RECORDS SUPPLIED:
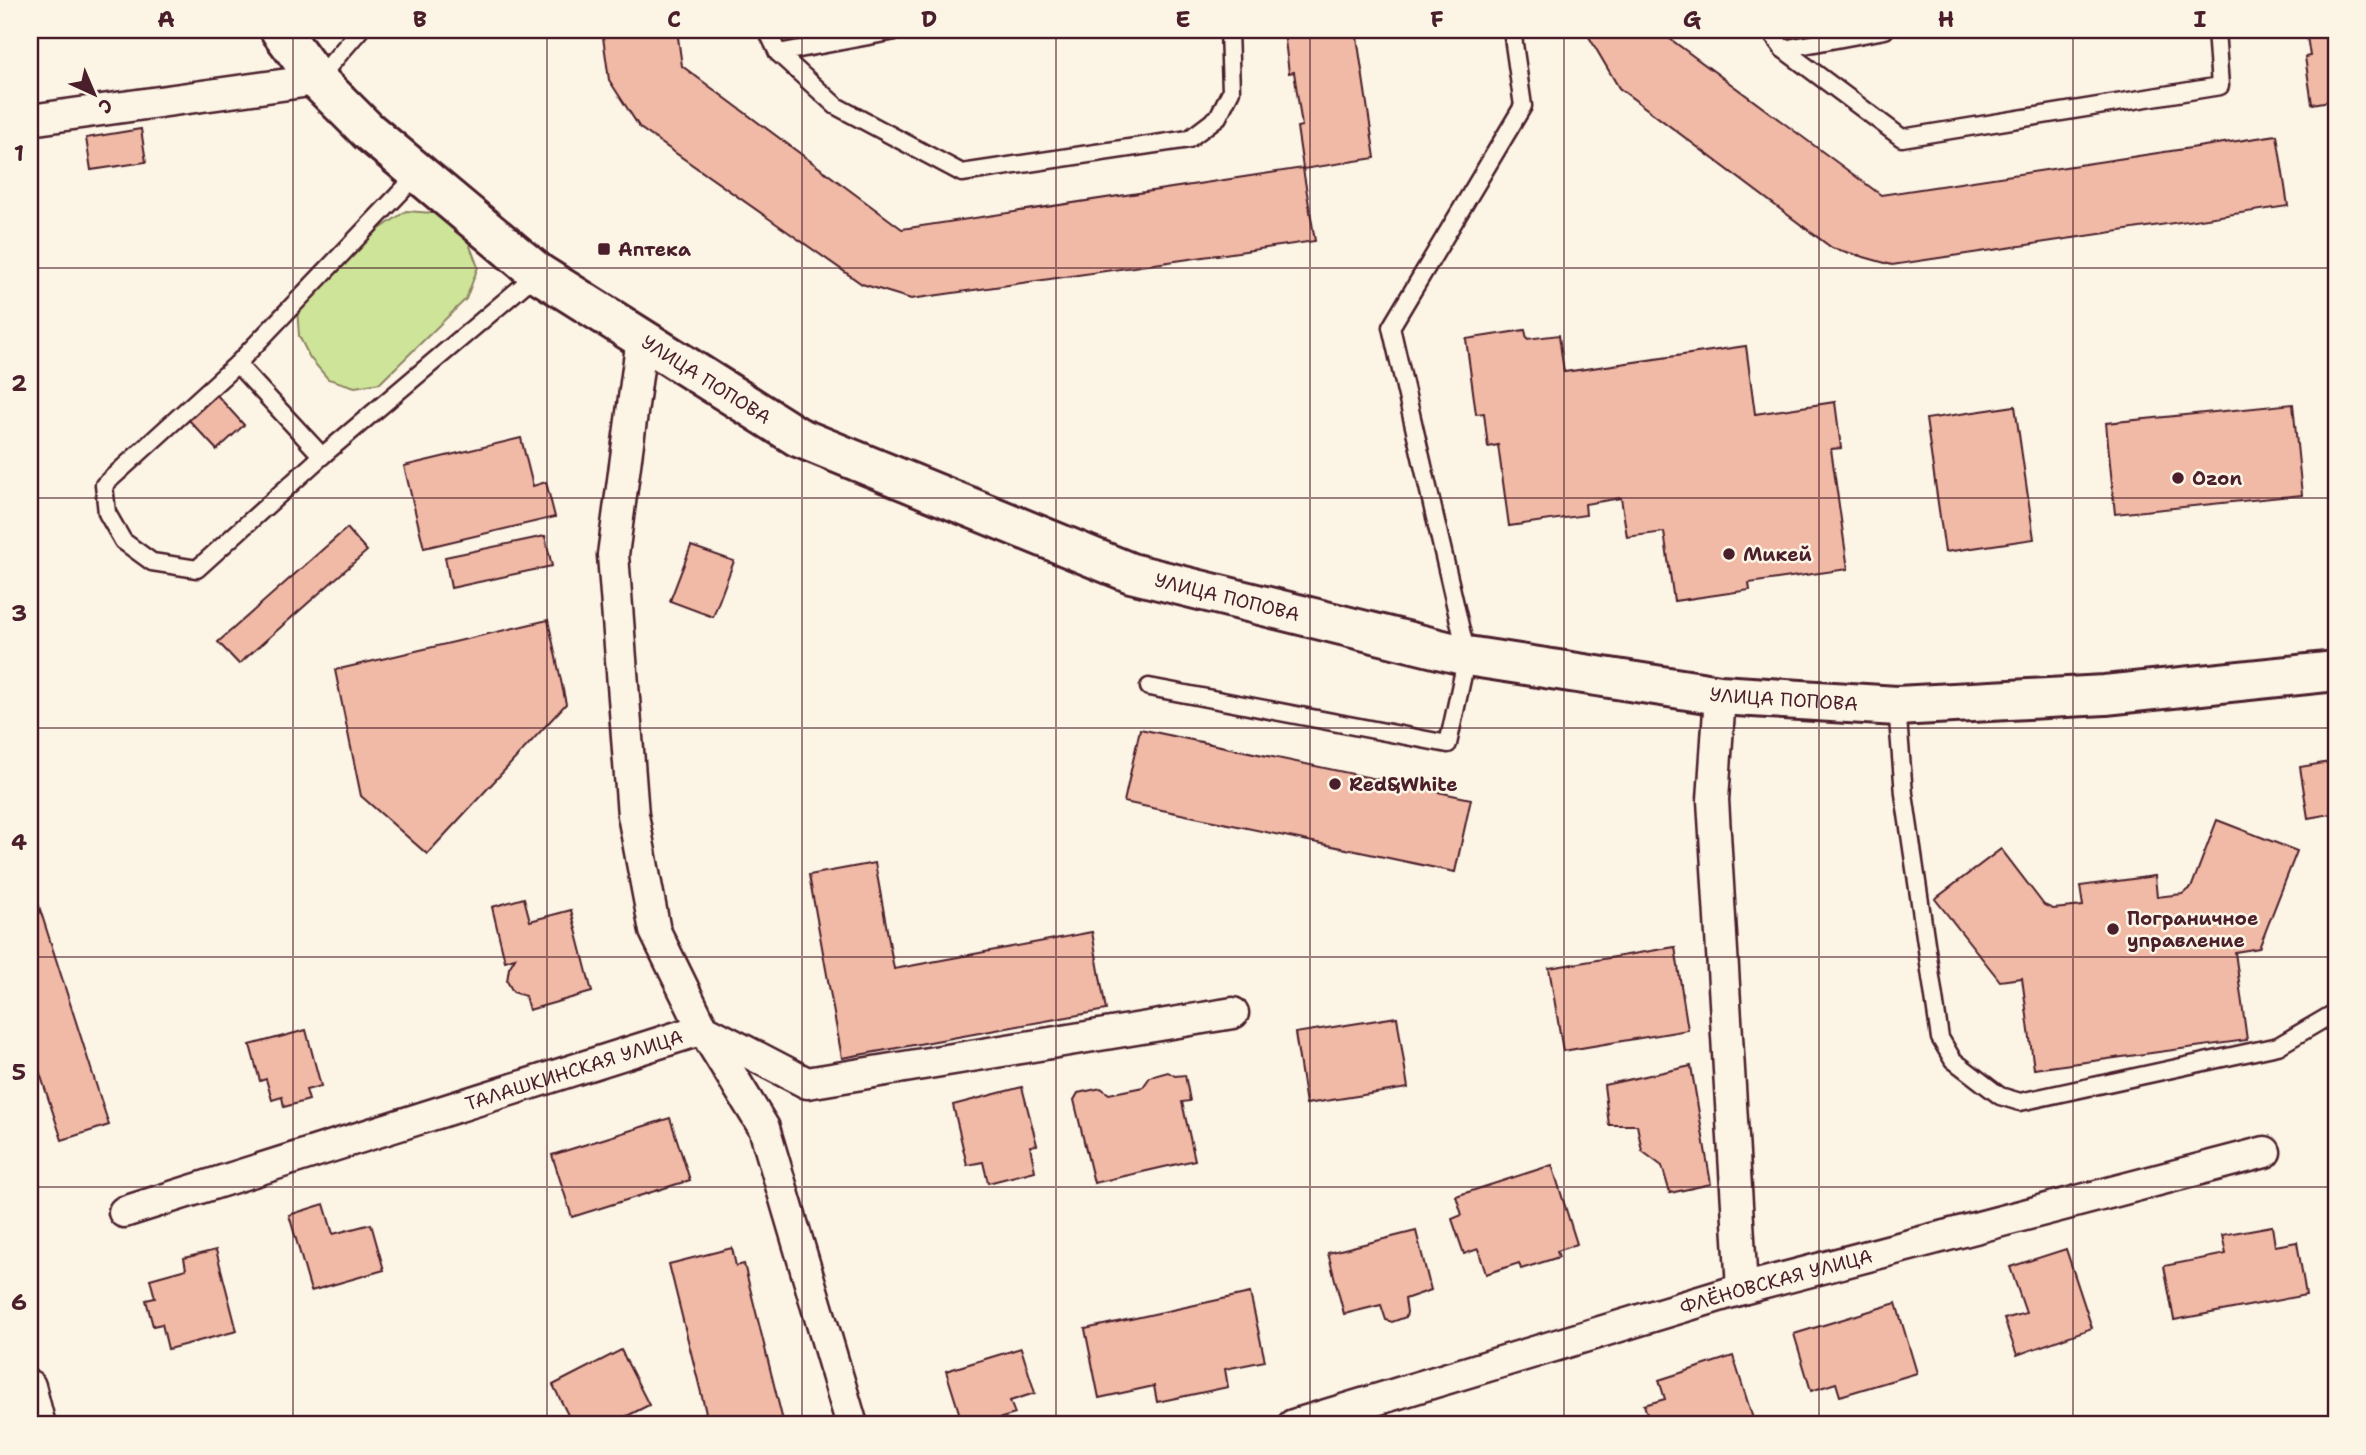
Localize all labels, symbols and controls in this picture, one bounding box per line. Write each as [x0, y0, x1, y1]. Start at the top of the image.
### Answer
text: A [157, 4, 175, 34]
text: B [413, 4, 427, 34]
text: C [667, 4, 681, 34]
text: D [921, 4, 937, 34]
text: E [1175, 4, 1191, 34]
text: F [1430, 4, 1444, 34]
text: G [1683, 4, 1702, 34]
text: H [1938, 4, 1954, 34]
text: I [2194, 4, 2207, 34]
north arrow [60, 60, 130, 130]
text: С [93, 93, 118, 119]
text: 1 [14, 138, 24, 168]
place label: Аптека [618, 237, 691, 262]
marker: Аптека [596, 241, 612, 257]
street label: УЛИЦА ПОПОВА [637, 330, 776, 430]
text: 2 [11, 368, 27, 398]
place label: Ozon [2192, 466, 2242, 491]
marker: Ozon [2170, 470, 2186, 486]
place label: Микей [1743, 542, 1812, 567]
marker: Микей [1721, 546, 1737, 562]
street label: УЛИЦА ПОПОВА [1152, 567, 1302, 627]
text: 3 [11, 598, 27, 628]
street label: УЛИЦА ПОПОВА [1708, 682, 1859, 717]
place label: Red&White [1349, 772, 1458, 797]
marker: Red&White [1327, 776, 1343, 792]
text: 4 [11, 827, 27, 857]
place label: Пограничное управление [2127, 906, 2258, 953]
marker: Пограничное управление [2105, 921, 2121, 937]
street label: ТАЛАШКИНСКАЯ УЛИЦА [462, 1024, 686, 1116]
text: 5 [12, 1057, 26, 1087]
street label: ФЛЁНОВСКАЯ УЛИЦА [1677, 1243, 1875, 1320]
text: 6 [11, 1287, 27, 1317]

PROBLEM:
Set aside each line above that includes the string "Аптека" and report it.

WORKED SOLUTION:
place label: Аптека [618, 237, 691, 262]
marker: Аптека [596, 241, 612, 257]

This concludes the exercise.